[MATERIAL PROVIDED]

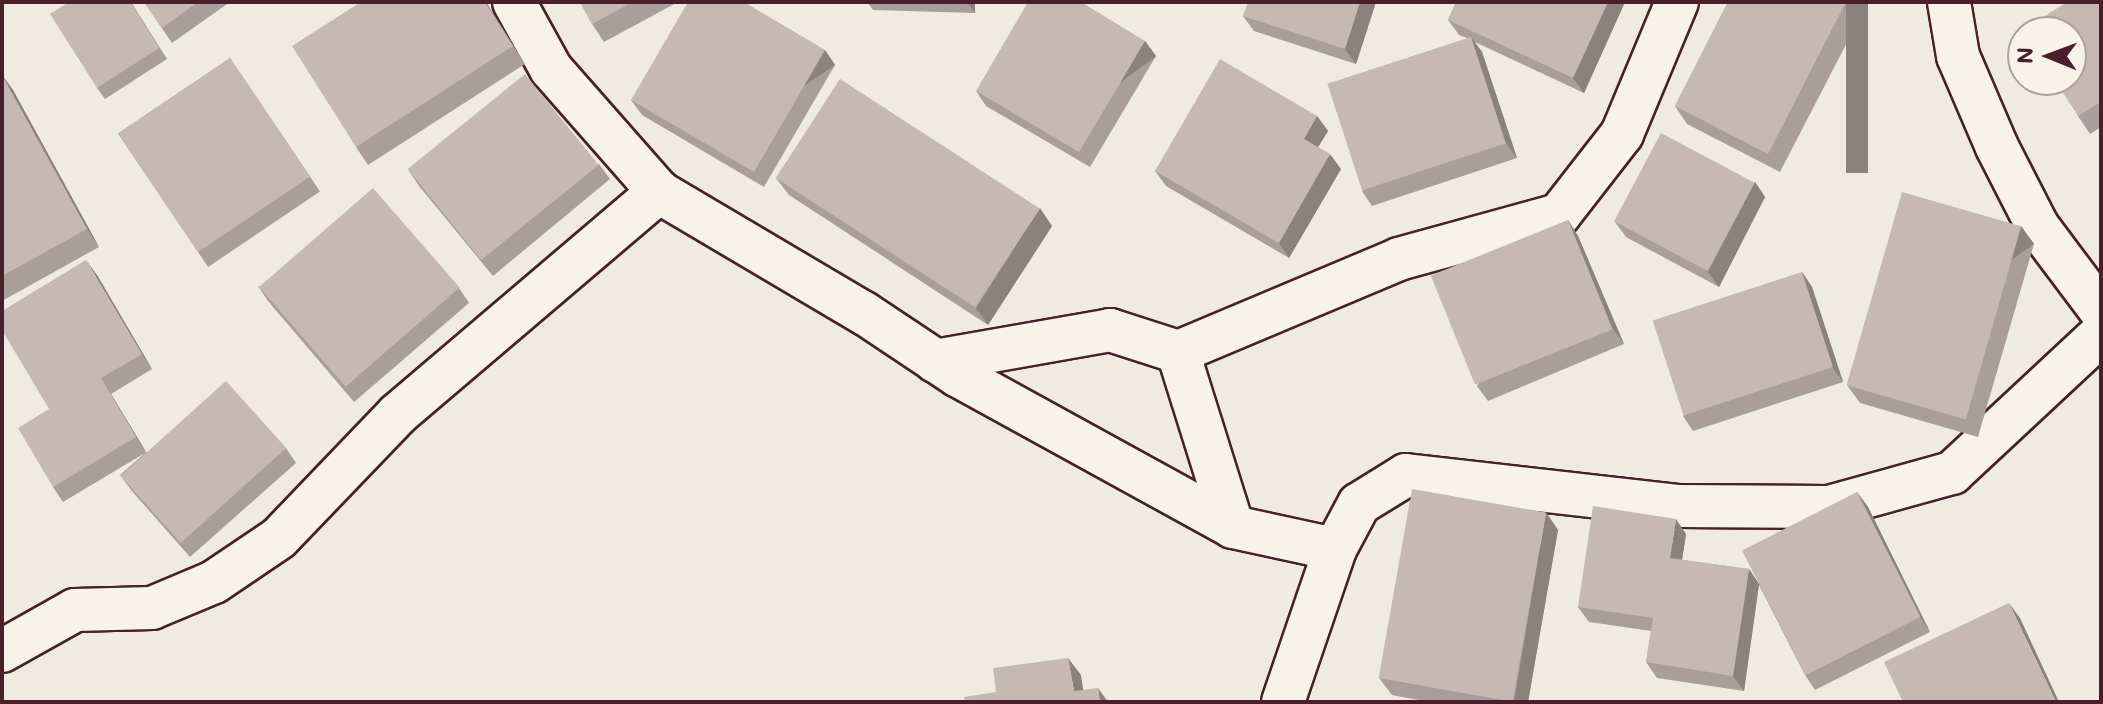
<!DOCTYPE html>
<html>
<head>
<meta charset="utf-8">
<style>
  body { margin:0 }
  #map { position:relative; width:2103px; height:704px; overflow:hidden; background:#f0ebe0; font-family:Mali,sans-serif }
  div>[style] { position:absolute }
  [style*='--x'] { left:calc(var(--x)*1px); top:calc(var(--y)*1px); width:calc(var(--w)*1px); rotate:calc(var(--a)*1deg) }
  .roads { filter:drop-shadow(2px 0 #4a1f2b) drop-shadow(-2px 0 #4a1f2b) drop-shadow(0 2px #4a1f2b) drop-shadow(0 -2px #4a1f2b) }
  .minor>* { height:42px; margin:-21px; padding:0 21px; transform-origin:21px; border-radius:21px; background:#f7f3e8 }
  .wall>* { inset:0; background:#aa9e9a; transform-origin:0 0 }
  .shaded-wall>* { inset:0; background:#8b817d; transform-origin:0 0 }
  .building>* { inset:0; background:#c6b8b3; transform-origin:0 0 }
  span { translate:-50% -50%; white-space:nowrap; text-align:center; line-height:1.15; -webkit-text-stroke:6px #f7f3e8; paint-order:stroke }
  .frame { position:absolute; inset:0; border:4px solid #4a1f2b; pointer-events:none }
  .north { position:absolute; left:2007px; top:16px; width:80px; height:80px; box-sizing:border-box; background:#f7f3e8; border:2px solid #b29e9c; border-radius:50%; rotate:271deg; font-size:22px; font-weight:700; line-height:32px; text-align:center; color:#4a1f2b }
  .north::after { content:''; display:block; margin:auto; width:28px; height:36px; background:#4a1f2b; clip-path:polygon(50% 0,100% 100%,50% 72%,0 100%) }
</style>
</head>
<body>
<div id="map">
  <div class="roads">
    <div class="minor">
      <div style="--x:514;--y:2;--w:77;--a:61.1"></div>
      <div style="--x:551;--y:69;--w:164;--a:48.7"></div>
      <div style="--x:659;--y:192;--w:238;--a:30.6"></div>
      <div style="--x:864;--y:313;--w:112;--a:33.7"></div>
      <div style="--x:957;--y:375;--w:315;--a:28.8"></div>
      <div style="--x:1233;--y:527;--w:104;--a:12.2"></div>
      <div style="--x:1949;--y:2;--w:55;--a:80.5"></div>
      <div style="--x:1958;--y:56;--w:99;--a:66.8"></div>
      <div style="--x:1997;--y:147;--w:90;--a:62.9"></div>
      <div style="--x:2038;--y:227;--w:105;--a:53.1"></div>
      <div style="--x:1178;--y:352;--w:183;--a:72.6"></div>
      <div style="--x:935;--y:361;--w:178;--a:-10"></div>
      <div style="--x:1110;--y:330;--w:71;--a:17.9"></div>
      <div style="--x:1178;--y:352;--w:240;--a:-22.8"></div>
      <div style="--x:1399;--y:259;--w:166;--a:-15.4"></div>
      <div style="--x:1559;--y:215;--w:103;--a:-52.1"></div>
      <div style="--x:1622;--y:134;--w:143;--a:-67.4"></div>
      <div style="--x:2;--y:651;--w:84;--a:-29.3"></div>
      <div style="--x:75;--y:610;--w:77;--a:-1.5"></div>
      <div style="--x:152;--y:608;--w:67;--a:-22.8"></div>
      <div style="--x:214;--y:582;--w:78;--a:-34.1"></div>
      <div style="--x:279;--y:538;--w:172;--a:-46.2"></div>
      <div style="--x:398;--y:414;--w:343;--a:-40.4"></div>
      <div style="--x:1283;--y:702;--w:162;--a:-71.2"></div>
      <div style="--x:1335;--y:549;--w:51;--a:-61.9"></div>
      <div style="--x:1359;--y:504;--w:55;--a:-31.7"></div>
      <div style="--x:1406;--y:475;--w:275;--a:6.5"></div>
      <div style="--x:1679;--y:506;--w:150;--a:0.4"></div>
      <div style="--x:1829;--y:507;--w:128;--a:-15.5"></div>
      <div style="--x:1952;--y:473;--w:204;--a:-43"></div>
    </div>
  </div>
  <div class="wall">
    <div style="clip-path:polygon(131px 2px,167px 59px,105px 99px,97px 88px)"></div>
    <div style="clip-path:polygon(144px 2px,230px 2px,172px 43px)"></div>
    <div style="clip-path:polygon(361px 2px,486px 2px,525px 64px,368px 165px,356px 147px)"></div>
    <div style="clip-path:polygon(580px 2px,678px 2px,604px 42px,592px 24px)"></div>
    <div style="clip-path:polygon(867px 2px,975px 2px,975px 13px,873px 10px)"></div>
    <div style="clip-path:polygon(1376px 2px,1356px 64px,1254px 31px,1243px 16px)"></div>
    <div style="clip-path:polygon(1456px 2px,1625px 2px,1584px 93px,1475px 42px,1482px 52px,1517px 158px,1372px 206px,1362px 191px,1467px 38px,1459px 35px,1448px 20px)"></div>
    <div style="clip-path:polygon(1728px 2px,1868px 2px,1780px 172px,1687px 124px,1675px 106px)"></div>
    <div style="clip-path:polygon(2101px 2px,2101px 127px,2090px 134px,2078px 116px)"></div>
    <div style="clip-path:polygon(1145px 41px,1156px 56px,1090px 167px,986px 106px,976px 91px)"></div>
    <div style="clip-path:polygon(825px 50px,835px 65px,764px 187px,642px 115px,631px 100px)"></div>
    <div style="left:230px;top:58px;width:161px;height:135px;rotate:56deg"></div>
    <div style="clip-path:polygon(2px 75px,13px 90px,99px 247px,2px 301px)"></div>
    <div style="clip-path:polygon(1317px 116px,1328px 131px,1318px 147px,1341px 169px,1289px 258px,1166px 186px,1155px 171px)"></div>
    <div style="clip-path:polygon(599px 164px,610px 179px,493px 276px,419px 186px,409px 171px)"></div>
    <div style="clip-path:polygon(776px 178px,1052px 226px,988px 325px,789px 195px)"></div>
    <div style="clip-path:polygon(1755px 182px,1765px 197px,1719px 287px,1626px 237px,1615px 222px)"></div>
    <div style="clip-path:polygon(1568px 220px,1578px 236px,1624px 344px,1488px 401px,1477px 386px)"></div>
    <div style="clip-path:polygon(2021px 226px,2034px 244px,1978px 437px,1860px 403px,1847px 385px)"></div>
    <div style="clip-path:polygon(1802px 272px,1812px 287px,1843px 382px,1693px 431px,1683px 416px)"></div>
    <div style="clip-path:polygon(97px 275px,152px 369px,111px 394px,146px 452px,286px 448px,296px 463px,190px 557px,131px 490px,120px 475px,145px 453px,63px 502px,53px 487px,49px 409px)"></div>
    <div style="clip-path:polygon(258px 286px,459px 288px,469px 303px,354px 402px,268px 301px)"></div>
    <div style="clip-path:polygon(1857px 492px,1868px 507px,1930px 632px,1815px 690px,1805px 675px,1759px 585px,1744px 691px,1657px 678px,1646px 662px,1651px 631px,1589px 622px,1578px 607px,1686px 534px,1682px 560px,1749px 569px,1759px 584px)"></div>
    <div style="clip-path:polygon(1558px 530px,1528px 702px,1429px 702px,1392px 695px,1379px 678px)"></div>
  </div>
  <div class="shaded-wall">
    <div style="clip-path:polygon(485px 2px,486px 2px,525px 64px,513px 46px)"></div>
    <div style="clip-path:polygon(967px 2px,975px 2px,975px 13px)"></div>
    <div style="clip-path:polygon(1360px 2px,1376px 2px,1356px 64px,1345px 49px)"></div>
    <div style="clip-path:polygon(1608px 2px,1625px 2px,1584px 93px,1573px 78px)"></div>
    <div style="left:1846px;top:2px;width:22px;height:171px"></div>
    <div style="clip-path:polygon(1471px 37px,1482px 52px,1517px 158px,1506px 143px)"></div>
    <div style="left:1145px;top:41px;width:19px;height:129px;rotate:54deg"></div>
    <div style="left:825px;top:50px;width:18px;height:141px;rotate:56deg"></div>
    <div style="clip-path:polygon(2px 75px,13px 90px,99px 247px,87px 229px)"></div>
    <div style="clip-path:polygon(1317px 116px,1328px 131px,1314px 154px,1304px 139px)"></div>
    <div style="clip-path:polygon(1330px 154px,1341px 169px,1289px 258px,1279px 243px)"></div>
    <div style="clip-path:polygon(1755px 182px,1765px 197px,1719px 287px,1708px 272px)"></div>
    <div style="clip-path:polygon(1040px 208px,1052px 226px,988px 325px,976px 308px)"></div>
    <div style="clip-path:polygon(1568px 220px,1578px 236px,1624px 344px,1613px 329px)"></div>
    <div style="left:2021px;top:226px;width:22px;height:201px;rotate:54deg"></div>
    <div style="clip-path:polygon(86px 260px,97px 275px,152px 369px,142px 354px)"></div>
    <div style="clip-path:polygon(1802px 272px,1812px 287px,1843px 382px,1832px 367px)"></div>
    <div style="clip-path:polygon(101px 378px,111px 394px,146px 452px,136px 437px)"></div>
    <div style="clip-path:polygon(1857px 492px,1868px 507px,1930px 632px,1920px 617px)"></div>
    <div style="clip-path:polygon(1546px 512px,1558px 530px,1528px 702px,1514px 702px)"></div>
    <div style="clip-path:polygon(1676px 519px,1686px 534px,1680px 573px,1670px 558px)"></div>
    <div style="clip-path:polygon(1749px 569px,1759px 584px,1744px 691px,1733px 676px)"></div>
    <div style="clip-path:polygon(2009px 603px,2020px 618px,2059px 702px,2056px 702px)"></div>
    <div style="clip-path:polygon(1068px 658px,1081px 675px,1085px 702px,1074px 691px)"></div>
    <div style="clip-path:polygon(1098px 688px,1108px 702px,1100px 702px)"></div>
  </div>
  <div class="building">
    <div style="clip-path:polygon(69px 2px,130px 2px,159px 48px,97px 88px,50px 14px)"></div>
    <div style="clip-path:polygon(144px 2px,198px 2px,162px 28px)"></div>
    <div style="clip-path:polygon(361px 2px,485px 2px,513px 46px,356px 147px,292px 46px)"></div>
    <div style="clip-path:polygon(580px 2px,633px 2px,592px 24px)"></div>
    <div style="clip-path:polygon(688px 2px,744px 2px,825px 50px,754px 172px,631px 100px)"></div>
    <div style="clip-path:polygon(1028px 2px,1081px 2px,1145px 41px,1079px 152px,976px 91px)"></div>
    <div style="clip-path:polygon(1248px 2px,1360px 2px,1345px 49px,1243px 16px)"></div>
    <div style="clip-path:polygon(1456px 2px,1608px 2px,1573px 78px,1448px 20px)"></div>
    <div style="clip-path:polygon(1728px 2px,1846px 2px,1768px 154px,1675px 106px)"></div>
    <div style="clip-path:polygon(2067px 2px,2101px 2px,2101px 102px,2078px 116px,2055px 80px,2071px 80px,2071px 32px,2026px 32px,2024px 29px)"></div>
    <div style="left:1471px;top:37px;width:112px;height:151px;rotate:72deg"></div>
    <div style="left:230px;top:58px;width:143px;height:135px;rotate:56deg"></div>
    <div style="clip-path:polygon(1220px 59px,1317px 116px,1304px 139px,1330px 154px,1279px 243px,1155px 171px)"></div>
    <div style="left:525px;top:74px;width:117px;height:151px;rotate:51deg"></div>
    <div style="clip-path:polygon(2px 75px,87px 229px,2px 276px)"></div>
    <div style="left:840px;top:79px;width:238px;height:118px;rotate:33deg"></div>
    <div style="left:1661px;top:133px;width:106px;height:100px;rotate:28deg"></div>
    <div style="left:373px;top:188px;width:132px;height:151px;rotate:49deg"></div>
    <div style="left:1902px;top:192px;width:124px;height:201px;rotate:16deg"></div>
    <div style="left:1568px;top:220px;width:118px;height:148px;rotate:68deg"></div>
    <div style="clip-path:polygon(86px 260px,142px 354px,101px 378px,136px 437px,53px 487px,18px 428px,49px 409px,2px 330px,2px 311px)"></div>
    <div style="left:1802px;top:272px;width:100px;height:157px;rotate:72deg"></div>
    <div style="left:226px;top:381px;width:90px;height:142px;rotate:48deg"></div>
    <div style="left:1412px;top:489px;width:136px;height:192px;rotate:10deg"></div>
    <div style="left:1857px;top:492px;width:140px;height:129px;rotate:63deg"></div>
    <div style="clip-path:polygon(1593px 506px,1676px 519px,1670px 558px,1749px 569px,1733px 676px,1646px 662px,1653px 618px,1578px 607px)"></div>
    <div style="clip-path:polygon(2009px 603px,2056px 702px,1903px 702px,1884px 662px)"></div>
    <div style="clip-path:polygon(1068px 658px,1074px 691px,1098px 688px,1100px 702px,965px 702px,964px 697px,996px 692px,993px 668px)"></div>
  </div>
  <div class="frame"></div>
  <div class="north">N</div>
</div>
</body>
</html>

[/MATERIAL PROVIDED]

▸ PROBLEM TO WORK ON
Only these lines belong in the answer: the first line of the listing above through the line holding "position:absolute; left:2007px; top:16px;", printed exactly and without pictures.

▸ EXERCISE RESULT
<!DOCTYPE html>
<html>
<head>
<meta charset="utf-8">
<style>
  body { margin:0 }
  #map { position:relative; width:2103px; height:704px; overflow:hidden; background:#f0ebe0; font-family:Mali,sans-serif }
  div>[style] { position:absolute }
  [style*='--x'] { left:calc(var(--x)*1px); top:calc(var(--y)*1px); width:calc(var(--w)*1px); rotate:calc(var(--a)*1deg) }
  .roads { filter:drop-shadow(2px 0 #4a1f2b) drop-shadow(-2px 0 #4a1f2b) drop-shadow(0 2px #4a1f2b) drop-shadow(0 -2px #4a1f2b) }
  .minor>* { height:42px; margin:-21px; padding:0 21px; transform-origin:21px; border-radius:21px; background:#f7f3e8 }
  .wall>* { inset:0; background:#aa9e9a; transform-origin:0 0 }
  .shaded-wall>* { inset:0; background:#8b817d; transform-origin:0 0 }
  .building>* { inset:0; background:#c6b8b3; transform-origin:0 0 }
  span { translate:-50% -50%; white-space:nowrap; text-align:center; line-height:1.15; -webkit-text-stroke:6px #f7f3e8; paint-order:stroke }
  .frame { position:absolute; inset:0; border:4px solid #4a1f2b; pointer-events:none }
  .north { position:absolute; left:2007px; top:16px; width:80px; height:80px; box-sizing:border-box; background:#f7f3e8; border:2px solid #b29e9c; border-radius:50%; rotate:271deg; font-size:22px; font-weight:700; line-height:32px; text-align:center; color:#4a1f2b }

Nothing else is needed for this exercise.